Zuppa Toscana (Non-traditional)
Sarah Shirk says: This twist to Zuppa Toscana is pretty tasty; plus, it’s a great way to help use up the abundance of kale that we seem to be getting overrun with! (Peep the adorable mouse butter dish that was hand painted and gifted to us at our wedding!)
1 lb. sausage
¼ lb. bacon
1 onion, chopped
3-4 minced garlic cloves or 1-2 t. garlic powder
4 c. beef bone broth
2 peeled and thinly sliced kohlrabi
4 small thinly sliced red potatoes
Few shakes of red pepper flakes
Salt & pepper
Several splashes of heavy cream
1½ c. frozen creamed sweet corn
Several handfuls of washed and chopped kale with the thicker main stem removed
Fry sausage and bacon until almost done. Add chopped onion and sauté; then add garlic and continue sautéing until done. Pour in bone broth, sliced potatoes, and kohlrabi and stir well. Cook on low heat until the kohlrabi and potatoes are tender. Next add seasonings, corn, heavy cream, and kale. Cover and heat until kale is tender. This should only take a few minutes. Enjoy!
Western Meatloaf
Sarah Shirk says, “I love how versatile ground beef is! There are so many yummy dishes it can easily be made into, and can even be fried from its frozen state when you’ve forgotten to take it out for supper prep! (Yes, been there, done that.) Lately, life seems to have amped up its activities, so I’ve been trying to prep some meals that can be used immediately or stuck in the freezer for a later date. This Western Meatloaf seems to be a win, paired with coleslaw, and green beans with bacon.
2 lbs. ground beef
1 onion, chopped
1½ c. milk
1½ c. oatmeal
3 eggs
Several minced garlic cloves
1 t. salt
1 t. pepper
1 t. chili powder
1 t. smoked paprika
Mix together and place in greased baking dish, shaping into a loaf.
Sauce Mixture:
2 c. ketchup (I prefer homemade ketchup for this recipe)
2 t. yellow mustard
Sprinkling of garlic powder
Several drops of liquid smoke
A splash or two of Worcestershire sauce
½ c. BBQ sauce, optional
Mix together and pour over loaf.

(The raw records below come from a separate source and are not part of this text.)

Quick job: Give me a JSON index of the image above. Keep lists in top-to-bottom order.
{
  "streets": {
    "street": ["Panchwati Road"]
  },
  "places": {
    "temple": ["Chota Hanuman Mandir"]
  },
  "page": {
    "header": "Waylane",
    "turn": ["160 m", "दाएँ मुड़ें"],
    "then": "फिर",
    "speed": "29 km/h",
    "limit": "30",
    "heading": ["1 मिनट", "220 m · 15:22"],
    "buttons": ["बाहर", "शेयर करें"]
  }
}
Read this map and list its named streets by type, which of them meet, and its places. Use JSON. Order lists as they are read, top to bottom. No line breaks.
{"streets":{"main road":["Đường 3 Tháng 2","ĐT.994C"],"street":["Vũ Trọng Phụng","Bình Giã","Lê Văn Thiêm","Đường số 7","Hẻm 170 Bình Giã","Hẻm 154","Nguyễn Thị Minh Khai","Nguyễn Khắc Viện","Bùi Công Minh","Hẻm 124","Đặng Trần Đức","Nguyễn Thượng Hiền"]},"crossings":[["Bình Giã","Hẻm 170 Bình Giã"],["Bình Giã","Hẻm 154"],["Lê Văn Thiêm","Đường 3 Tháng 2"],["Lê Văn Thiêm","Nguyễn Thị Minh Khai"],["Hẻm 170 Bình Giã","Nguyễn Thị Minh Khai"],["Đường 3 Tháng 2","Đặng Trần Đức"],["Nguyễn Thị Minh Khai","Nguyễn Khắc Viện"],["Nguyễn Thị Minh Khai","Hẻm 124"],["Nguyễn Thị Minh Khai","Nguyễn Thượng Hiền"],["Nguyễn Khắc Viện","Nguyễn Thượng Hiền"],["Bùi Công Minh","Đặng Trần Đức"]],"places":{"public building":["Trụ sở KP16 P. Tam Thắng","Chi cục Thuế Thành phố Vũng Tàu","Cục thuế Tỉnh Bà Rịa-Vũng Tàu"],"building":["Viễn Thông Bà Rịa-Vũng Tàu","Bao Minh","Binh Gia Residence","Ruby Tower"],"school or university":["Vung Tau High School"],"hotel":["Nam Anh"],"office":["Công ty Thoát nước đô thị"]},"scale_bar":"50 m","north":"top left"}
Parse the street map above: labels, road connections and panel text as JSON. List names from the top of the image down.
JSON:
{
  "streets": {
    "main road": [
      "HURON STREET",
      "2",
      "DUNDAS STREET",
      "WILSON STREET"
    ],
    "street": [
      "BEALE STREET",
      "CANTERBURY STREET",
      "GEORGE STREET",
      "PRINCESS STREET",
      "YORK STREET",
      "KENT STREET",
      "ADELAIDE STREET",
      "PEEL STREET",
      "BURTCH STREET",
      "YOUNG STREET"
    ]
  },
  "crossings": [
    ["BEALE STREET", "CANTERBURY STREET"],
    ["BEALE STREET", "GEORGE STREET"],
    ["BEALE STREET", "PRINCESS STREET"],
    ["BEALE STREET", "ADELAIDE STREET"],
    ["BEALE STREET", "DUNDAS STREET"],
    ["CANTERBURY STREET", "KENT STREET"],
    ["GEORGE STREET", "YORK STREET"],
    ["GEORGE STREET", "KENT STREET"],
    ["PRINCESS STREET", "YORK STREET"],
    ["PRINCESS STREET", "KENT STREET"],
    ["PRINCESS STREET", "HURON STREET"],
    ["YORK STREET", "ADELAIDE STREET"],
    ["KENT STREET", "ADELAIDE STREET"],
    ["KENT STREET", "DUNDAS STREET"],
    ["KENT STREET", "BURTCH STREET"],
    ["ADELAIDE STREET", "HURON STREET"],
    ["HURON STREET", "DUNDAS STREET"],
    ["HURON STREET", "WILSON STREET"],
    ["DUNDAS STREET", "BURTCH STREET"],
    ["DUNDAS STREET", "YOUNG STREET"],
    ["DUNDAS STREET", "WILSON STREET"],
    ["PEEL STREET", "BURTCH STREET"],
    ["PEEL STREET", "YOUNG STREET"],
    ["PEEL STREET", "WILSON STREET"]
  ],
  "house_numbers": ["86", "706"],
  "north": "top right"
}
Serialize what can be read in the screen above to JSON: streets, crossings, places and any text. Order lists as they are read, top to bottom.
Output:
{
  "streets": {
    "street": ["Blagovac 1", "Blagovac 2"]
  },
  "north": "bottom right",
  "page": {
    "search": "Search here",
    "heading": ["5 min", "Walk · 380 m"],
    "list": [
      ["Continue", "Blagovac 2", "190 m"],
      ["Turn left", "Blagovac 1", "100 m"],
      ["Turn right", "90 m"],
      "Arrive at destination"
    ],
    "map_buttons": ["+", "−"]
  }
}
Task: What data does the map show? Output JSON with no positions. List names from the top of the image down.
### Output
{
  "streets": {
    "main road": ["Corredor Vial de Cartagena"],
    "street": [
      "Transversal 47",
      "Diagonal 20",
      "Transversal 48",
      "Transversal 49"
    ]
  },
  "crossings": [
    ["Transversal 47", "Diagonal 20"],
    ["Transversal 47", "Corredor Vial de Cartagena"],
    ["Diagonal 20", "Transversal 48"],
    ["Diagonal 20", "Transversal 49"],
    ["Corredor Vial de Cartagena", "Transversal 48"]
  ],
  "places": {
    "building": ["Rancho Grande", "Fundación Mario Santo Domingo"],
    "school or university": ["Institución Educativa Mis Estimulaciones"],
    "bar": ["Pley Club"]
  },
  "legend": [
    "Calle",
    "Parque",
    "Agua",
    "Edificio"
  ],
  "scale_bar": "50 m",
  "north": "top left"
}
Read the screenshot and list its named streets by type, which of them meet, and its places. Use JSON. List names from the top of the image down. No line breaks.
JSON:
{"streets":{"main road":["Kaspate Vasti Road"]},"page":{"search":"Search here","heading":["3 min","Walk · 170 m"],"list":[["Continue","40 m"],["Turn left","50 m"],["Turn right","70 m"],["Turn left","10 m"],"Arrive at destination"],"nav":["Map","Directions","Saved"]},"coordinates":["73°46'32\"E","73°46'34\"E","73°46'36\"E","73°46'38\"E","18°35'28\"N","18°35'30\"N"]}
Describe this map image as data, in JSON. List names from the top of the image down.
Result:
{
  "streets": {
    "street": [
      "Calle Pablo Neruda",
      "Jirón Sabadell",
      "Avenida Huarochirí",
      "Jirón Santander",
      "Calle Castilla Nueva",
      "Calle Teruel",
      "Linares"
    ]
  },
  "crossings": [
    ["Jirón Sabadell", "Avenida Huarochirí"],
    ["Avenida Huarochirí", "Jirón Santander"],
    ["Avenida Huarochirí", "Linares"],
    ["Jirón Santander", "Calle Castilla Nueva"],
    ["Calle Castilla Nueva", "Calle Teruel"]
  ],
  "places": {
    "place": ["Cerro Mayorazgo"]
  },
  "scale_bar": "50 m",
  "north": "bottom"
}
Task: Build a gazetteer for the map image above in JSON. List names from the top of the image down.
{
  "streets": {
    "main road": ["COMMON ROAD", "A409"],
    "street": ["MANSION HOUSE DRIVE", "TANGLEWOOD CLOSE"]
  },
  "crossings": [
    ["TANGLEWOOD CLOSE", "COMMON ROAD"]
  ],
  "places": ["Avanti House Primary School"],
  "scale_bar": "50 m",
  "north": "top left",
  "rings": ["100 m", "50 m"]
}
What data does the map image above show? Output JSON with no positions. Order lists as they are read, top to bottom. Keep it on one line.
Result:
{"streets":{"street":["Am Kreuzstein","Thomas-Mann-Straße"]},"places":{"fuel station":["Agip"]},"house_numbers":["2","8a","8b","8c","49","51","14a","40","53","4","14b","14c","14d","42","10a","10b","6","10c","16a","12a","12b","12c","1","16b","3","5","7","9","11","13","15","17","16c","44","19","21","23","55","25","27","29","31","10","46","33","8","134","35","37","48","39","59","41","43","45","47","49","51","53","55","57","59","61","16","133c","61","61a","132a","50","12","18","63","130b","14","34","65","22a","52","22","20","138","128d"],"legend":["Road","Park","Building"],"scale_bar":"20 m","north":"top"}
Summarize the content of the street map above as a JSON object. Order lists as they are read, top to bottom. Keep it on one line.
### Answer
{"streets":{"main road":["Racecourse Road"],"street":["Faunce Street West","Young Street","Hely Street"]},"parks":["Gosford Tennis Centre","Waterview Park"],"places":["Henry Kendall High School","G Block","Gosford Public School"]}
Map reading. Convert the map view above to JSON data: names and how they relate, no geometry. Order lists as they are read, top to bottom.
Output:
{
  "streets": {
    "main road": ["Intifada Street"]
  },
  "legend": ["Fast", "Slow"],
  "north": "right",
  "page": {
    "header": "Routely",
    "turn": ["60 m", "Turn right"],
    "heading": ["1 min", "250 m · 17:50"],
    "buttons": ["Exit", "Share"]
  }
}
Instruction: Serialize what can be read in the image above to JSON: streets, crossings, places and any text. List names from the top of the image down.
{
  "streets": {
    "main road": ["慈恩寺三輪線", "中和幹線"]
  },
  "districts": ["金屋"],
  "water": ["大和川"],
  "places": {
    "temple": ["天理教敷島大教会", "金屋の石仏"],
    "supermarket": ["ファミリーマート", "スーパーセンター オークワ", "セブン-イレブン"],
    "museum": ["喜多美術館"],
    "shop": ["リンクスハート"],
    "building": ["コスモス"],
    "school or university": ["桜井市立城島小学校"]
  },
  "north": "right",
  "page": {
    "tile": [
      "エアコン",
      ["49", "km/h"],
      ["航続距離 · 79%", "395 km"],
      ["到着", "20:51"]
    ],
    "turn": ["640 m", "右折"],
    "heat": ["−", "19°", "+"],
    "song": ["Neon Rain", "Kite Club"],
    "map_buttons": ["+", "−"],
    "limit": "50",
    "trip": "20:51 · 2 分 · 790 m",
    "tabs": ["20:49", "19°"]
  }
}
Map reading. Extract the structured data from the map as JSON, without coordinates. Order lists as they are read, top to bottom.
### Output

Bake at 350° for 45 minutes or until internal temp reaches 160°F. Place meatloaf under broiler to caramelized the top!
Note: You could make two loaves with this or even turn it into meatballs instead of meatloaf.
Hamburger Stew
In the summer of 2005, I went to Virginia Tech for state 4-H presentation competition using this recipe. The staff within the culinary department were so encouraging and fun to be around. Didn’t know at the time that I was making such good memories.
1 lb. ground beef
2 c. tomato juice
½ c. chopped onion
1 c. diced potatoes
1 c. diced carrots
2 t. salt
1 c. black beans
Brown beef in a heavy skillet. Drain excess fat and add remaining ingredients, except beans. Cover and simmer until vegetables are tender. Add beans and white sauce. Blend and serve; increase liquid as needed.
White sauce:
2 T. butter
2 T. flour
2 c. milk
Melt butter in a saucepan, add flour, stirring until smooth and bubbly. Slowly pour in milk, stirring constantly until thickened and smooth. Mix into meat and vegetables.